## Work instruction
Output every entry exactly as written.

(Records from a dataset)
□ □ □ □ □ □ □
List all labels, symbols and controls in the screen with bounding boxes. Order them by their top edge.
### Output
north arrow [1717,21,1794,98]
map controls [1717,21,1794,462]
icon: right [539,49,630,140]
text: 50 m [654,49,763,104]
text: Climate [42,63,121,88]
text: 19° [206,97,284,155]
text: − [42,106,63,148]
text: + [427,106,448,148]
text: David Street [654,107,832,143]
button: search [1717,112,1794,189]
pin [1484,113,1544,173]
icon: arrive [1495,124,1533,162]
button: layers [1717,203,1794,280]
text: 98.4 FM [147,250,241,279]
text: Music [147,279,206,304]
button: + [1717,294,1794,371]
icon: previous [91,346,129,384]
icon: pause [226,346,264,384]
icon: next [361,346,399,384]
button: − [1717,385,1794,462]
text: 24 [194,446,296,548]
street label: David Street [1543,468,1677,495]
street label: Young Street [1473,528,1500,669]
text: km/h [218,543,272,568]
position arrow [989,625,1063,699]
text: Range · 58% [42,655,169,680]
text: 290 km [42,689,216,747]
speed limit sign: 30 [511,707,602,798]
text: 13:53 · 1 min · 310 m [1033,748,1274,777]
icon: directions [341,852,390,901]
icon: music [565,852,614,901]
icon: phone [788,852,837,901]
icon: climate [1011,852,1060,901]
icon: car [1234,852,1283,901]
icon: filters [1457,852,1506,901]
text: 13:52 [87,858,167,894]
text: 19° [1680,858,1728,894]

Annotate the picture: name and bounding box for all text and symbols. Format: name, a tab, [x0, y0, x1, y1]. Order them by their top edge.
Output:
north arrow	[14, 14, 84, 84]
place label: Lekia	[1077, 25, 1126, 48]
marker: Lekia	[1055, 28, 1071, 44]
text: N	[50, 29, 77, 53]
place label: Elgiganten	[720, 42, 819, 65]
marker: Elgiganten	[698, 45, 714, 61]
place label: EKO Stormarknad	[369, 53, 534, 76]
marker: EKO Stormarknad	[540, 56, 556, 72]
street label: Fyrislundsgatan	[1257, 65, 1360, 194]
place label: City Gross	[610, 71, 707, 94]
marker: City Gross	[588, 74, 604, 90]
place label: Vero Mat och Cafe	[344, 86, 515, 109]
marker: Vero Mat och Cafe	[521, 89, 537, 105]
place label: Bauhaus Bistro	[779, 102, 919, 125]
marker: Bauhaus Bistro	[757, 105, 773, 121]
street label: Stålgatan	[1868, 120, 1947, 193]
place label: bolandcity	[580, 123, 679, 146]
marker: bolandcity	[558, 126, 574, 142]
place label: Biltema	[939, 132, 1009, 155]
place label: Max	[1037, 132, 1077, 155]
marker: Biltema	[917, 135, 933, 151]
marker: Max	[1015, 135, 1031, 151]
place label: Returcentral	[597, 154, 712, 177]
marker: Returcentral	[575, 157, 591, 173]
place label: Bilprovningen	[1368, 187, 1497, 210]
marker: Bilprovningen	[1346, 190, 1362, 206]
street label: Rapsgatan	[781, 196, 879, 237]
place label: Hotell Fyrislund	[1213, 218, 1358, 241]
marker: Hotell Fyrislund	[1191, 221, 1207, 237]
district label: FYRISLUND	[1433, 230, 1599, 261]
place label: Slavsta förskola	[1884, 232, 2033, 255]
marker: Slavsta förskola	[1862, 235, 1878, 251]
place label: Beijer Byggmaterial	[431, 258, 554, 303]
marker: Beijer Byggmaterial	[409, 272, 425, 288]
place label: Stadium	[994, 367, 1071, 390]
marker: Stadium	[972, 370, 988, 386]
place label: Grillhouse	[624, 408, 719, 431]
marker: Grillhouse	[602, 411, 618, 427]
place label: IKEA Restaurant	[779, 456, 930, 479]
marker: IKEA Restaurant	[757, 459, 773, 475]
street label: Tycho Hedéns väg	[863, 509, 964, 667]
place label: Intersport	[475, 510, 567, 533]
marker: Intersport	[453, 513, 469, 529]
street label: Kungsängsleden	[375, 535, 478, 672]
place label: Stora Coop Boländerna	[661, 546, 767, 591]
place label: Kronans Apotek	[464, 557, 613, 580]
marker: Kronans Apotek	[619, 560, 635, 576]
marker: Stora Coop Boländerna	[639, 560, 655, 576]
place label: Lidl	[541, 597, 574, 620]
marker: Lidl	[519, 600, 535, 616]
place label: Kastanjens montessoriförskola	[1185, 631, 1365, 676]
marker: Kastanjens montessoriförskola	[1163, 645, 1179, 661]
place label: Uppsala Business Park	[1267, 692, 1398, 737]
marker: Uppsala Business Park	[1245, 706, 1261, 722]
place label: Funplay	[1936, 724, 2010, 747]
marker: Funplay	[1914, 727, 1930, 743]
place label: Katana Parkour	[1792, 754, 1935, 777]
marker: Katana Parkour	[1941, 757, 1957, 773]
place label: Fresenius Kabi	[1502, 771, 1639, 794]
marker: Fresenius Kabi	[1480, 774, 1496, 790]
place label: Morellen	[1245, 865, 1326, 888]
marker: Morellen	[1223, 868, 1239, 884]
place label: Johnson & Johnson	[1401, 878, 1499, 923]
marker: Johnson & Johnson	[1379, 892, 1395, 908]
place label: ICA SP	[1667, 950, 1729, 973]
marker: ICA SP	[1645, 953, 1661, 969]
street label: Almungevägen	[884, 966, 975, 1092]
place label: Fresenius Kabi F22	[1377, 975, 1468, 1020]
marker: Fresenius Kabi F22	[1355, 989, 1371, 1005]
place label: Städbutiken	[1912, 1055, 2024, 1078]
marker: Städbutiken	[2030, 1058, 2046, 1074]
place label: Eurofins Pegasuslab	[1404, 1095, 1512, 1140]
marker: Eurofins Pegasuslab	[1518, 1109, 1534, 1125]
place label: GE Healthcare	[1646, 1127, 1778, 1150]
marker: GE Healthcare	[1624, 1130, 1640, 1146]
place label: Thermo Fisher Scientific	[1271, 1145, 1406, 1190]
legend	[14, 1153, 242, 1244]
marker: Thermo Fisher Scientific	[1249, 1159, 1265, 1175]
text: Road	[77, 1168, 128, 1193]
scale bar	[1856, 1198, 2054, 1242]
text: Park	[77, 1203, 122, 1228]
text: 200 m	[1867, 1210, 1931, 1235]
□ □ □ □ □ □ □
## Output below
List all labels, symbols and controls in the screen with bounding boxes. Order them by their top edge.
### Output
north arrow [1717,21,1794,98]
map controls [1717,21,1794,462]
icon: right [539,49,630,140]
text: 50 m [654,49,763,104]
text: Climate [42,63,121,88]
text: 19° [206,97,284,155]
text: − [42,106,63,148]
text: + [427,106,448,148]
text: David Street [654,107,832,143]
button: search [1717,112,1794,189]
pin [1484,113,1544,173]
icon: arrive [1495,124,1533,162]
button: layers [1717,203,1794,280]
text: 98.4 FM [147,250,241,279]
text: Music [147,279,206,304]
button: + [1717,294,1794,371]
icon: previous [91,346,129,384]
icon: pause [226,346,264,384]
icon: next [361,346,399,384]
button: − [1717,385,1794,462]
text: 24 [194,446,296,548]
street label: David Street [1543,468,1677,495]
street label: Young Street [1473,528,1500,669]
text: km/h [218,543,272,568]
position arrow [989,625,1063,699]
text: Range · 58% [42,655,169,680]
text: 290 km [42,689,216,747]
speed limit sign: 30 [511,707,602,798]
text: 13:53 · 1 min · 310 m [1033,748,1274,777]
icon: directions [341,852,390,901]
icon: music [565,852,614,901]
icon: phone [788,852,837,901]
icon: climate [1011,852,1060,901]
icon: car [1234,852,1283,901]
icon: filters [1457,852,1506,901]
text: 13:52 [87,858,167,894]
text: 19° [1680,858,1728,894]

Annotate the picture: name and bounding box for all text and symbols. Format: name, a tab, [x0, y0, x1, y1]. Order them by their top edge.
Output:
north arrow	[14, 14, 84, 84]
place label: Lekia	[1077, 25, 1126, 48]
marker: Lekia	[1055, 28, 1071, 44]
text: N	[50, 29, 77, 53]
place label: Elgiganten	[720, 42, 819, 65]
marker: Elgiganten	[698, 45, 714, 61]
place label: EKO Stormarknad	[369, 53, 534, 76]
marker: EKO Stormarknad	[540, 56, 556, 72]
street label: Fyrislundsgatan	[1257, 65, 1360, 194]
place label: City Gross	[610, 71, 707, 94]
marker: City Gross	[588, 74, 604, 90]
place label: Vero Mat och Cafe	[344, 86, 515, 109]
marker: Vero Mat och Cafe	[521, 89, 537, 105]
place label: Bauhaus Bistro	[779, 102, 919, 125]
marker: Bauhaus Bistro	[757, 105, 773, 121]
street label: Stålgatan	[1868, 120, 1947, 193]
place label: bolandcity	[580, 123, 679, 146]
marker: bolandcity	[558, 126, 574, 142]
place label: Biltema	[939, 132, 1009, 155]
place label: Max	[1037, 132, 1077, 155]
marker: Biltema	[917, 135, 933, 151]
marker: Max	[1015, 135, 1031, 151]
place label: Returcentral	[597, 154, 712, 177]
marker: Returcentral	[575, 157, 591, 173]
place label: Bilprovningen	[1368, 187, 1497, 210]
marker: Bilprovningen	[1346, 190, 1362, 206]
street label: Rapsgatan	[781, 196, 879, 237]
place label: Hotell Fyrislund	[1213, 218, 1358, 241]
marker: Hotell Fyrislund	[1191, 221, 1207, 237]
district label: FYRISLUND	[1433, 230, 1599, 261]
place label: Slavsta förskola	[1884, 232, 2033, 255]
marker: Slavsta förskola	[1862, 235, 1878, 251]
place label: Beijer Byggmaterial	[431, 258, 554, 303]
marker: Beijer Byggmaterial	[409, 272, 425, 288]
place label: Stadium	[994, 367, 1071, 390]
marker: Stadium	[972, 370, 988, 386]
place label: Grillhouse	[624, 408, 719, 431]
marker: Grillhouse	[602, 411, 618, 427]
place label: IKEA Restaurant	[779, 456, 930, 479]
marker: IKEA Restaurant	[757, 459, 773, 475]
street label: Tycho Hedéns väg	[863, 509, 964, 667]
place label: Intersport	[475, 510, 567, 533]
marker: Intersport	[453, 513, 469, 529]
street label: Kungsängsleden	[375, 535, 478, 672]
place label: Stora Coop Boländerna	[661, 546, 767, 591]
place label: Kronans Apotek	[464, 557, 613, 580]
marker: Kronans Apotek	[619, 560, 635, 576]
marker: Stora Coop Boländerna	[639, 560, 655, 576]
place label: Lidl	[541, 597, 574, 620]
marker: Lidl	[519, 600, 535, 616]
place label: Kastanjens montessoriförskola	[1185, 631, 1365, 676]
marker: Kastanjens montessoriförskola	[1163, 645, 1179, 661]
place label: Uppsala Business Park	[1267, 692, 1398, 737]
marker: Uppsala Business Park	[1245, 706, 1261, 722]
place label: Funplay	[1936, 724, 2010, 747]
marker: Funplay	[1914, 727, 1930, 743]
place label: Katana Parkour	[1792, 754, 1935, 777]
marker: Katana Parkour	[1941, 757, 1957, 773]
place label: Fresenius Kabi	[1502, 771, 1639, 794]
marker: Fresenius Kabi	[1480, 774, 1496, 790]
place label: Morellen	[1245, 865, 1326, 888]
marker: Morellen	[1223, 868, 1239, 884]
place label: Johnson & Johnson	[1401, 878, 1499, 923]
marker: Johnson & Johnson	[1379, 892, 1395, 908]
place label: ICA SP	[1667, 950, 1729, 973]
marker: ICA SP	[1645, 953, 1661, 969]
street label: Almungevägen	[884, 966, 975, 1092]
place label: Fresenius Kabi F22	[1377, 975, 1468, 1020]
marker: Fresenius Kabi F22	[1355, 989, 1371, 1005]
place label: Städbutiken	[1912, 1055, 2024, 1078]
marker: Städbutiken	[2030, 1058, 2046, 1074]
place label: Eurofins Pegasuslab	[1404, 1095, 1512, 1140]
marker: Eurofins Pegasuslab	[1518, 1109, 1534, 1125]
place label: GE Healthcare	[1646, 1127, 1778, 1150]
marker: GE Healthcare	[1624, 1130, 1640, 1146]
place label: Thermo Fisher Scientific	[1271, 1145, 1406, 1190]
legend	[14, 1153, 242, 1244]
marker: Thermo Fisher Scientific	[1249, 1159, 1265, 1175]
text: Road	[77, 1168, 128, 1193]
scale bar	[1856, 1198, 2054, 1242]
text: Park	[77, 1203, 122, 1228]
text: 200 m	[1867, 1210, 1931, 1235]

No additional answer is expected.